ANDREA BRETH: Ständiges Stürzen

Marginalien zum KLEIST-JAHR 2011

  • Lesedauer: 2 Min.

Es gibt in den Stücken von Kleist viele Momente, in denen ein Mensch nicht weiß, was passiert ist oder passiert. Kleist ist ein Dichter, der von Freud noch gar nichts wissen konnte, aber sehr viel darüber geschrieben hat, was das Unbewusste, das Es, mit und macht. Bis dahin, dass Es spricht und man nicht unter Kontrolle hat, was es sagt. Das kommt immer wieder vor. Im »Käthchen von Heilbronn« meldet sich das Unbewusste beim Grafen Wetter vom Strahl, wenn man dies so bezeichnen darf, in der Form des Somnambulismus. Er sucht Vergewisserung in einer Welt der Verbote und Grenzüberschreitungen.
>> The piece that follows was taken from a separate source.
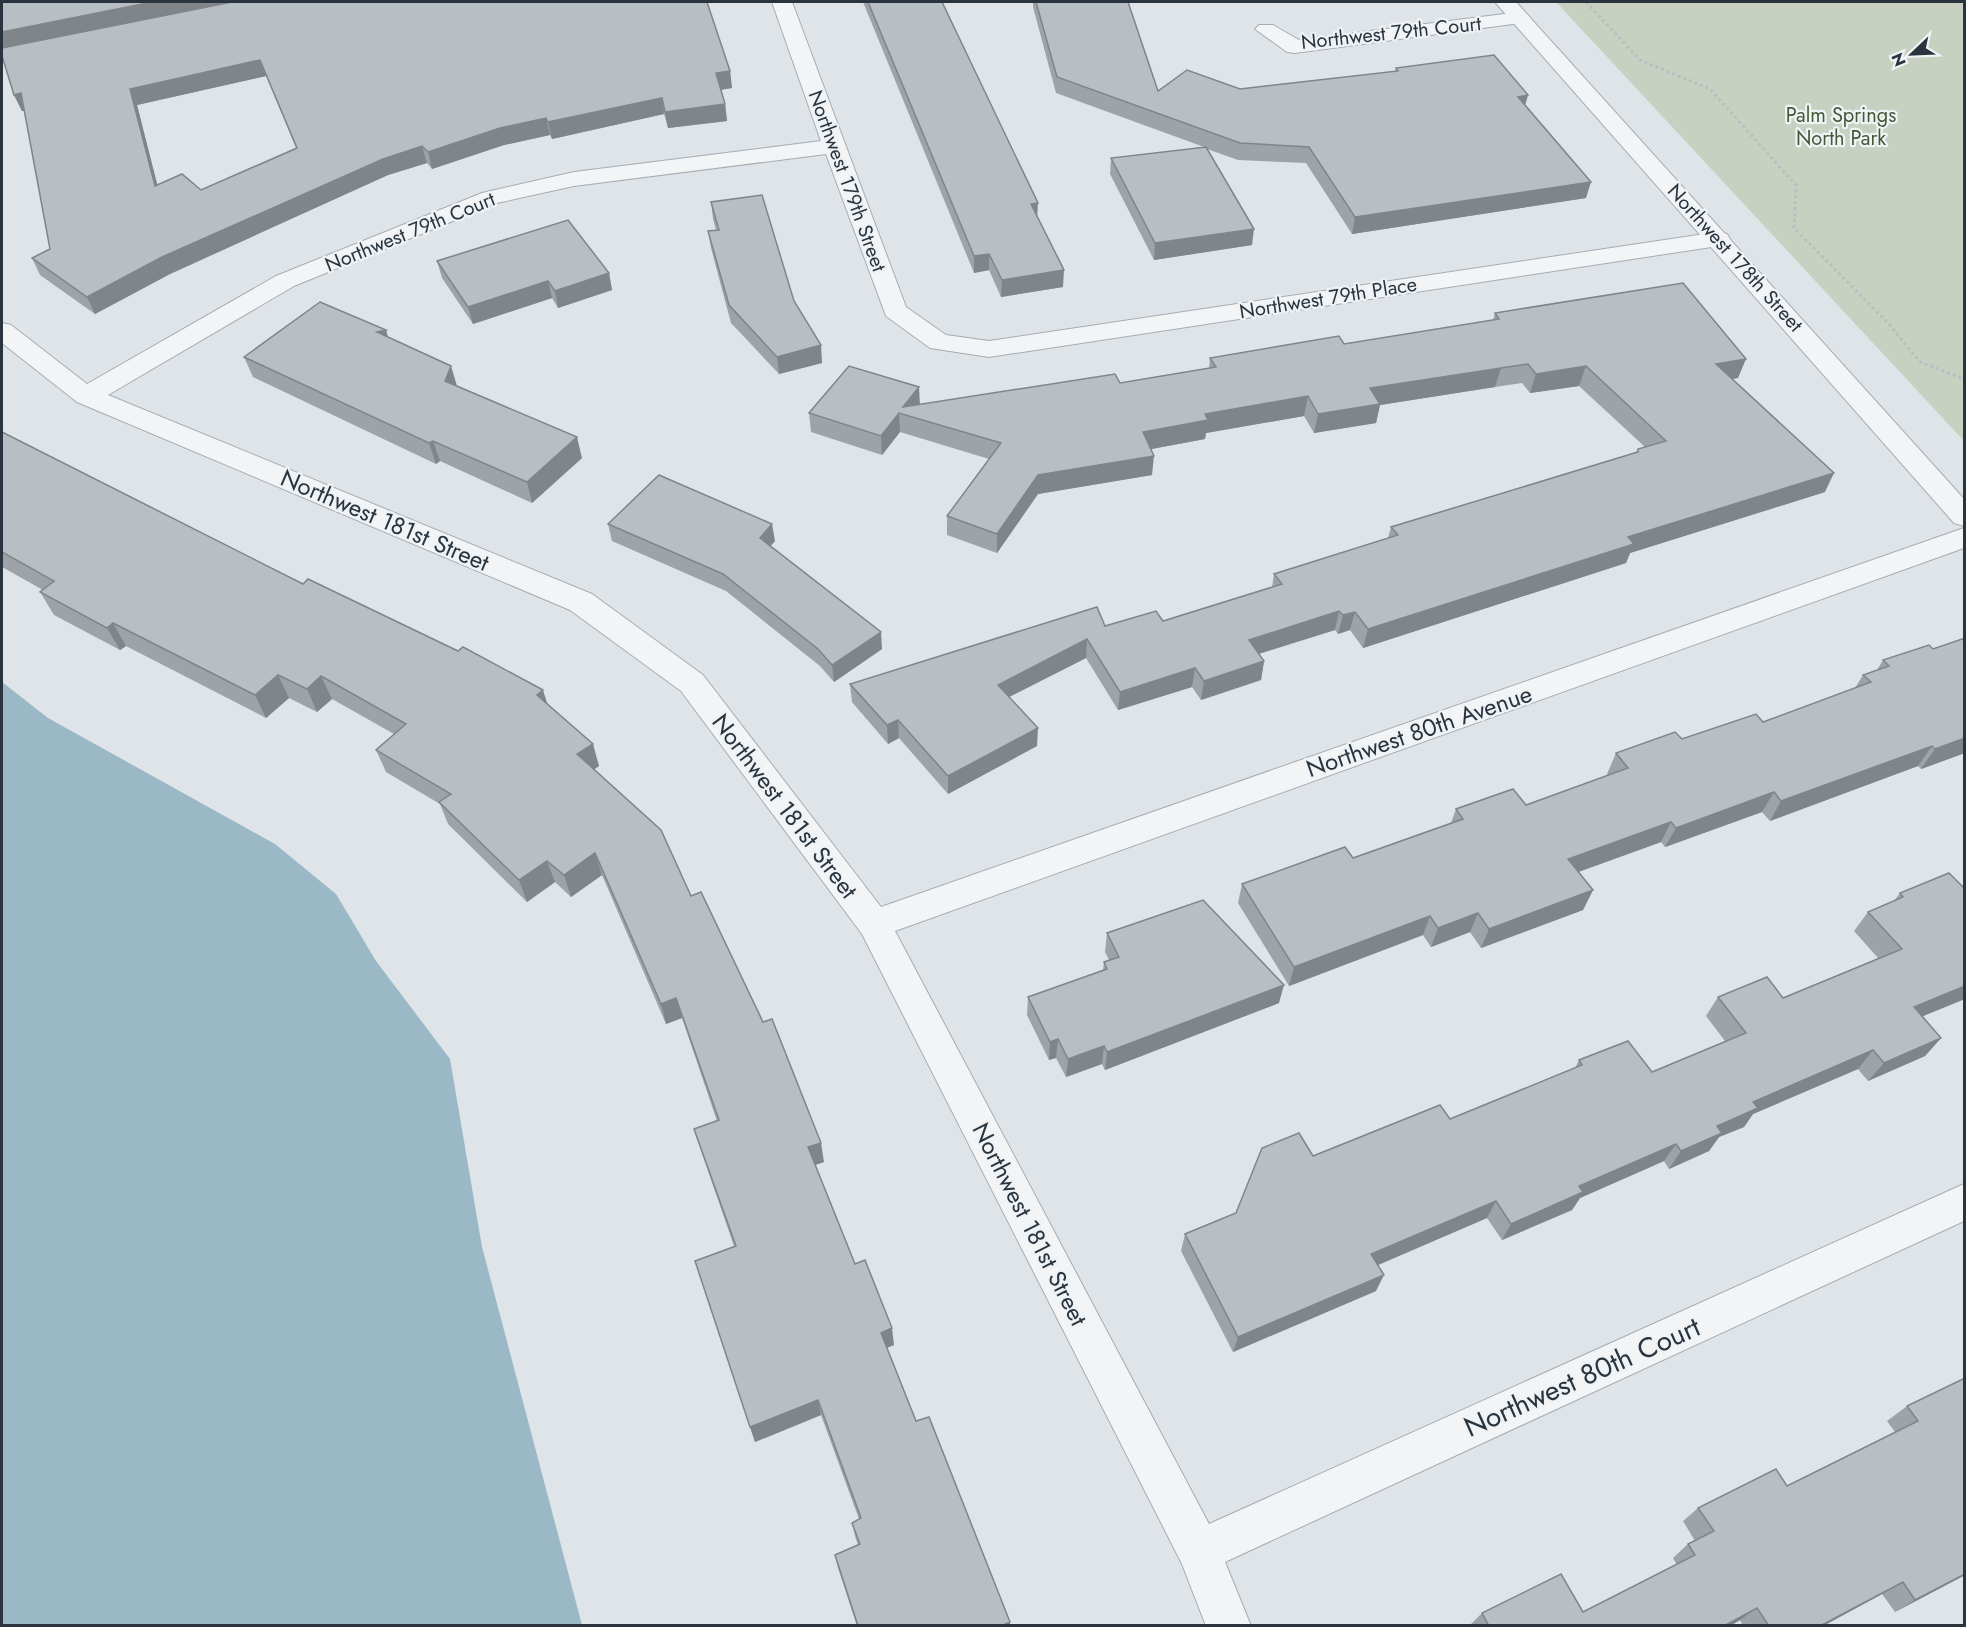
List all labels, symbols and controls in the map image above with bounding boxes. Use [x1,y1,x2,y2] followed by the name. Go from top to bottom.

Im »Zerbrochnen Krug« ist die Ungeheuerlichkeit, dass ein alter Mann wie Adam ständig in Liebesverhältnisse stürzt. Er stürzt aus Eves Zimmer, und ein Krug geht in Brüche. Adam stürzt in sein eigenes Zimmer. Wir stürzen und wissen nicht warum – weil irgendetwas in uns etwas will, das wir mit der Ratio nicht im Griff haben. Die Anwesenheit des Irrationalen ist ein ungeheures Thema bei Kleist und auch ein Novum. – Nein, nicht ganz. Auch der große Aufklärer Lessing thematisiert in der Figur der Emilia Galotti genau diese Frage: Wir sollen nicht meinen, dass mit Vernunft alles zu lösen sei. Auch nicht mit dem Willen. Es gibt etwas, das stärker ist als unser Wille, etwa die Hörigkeit.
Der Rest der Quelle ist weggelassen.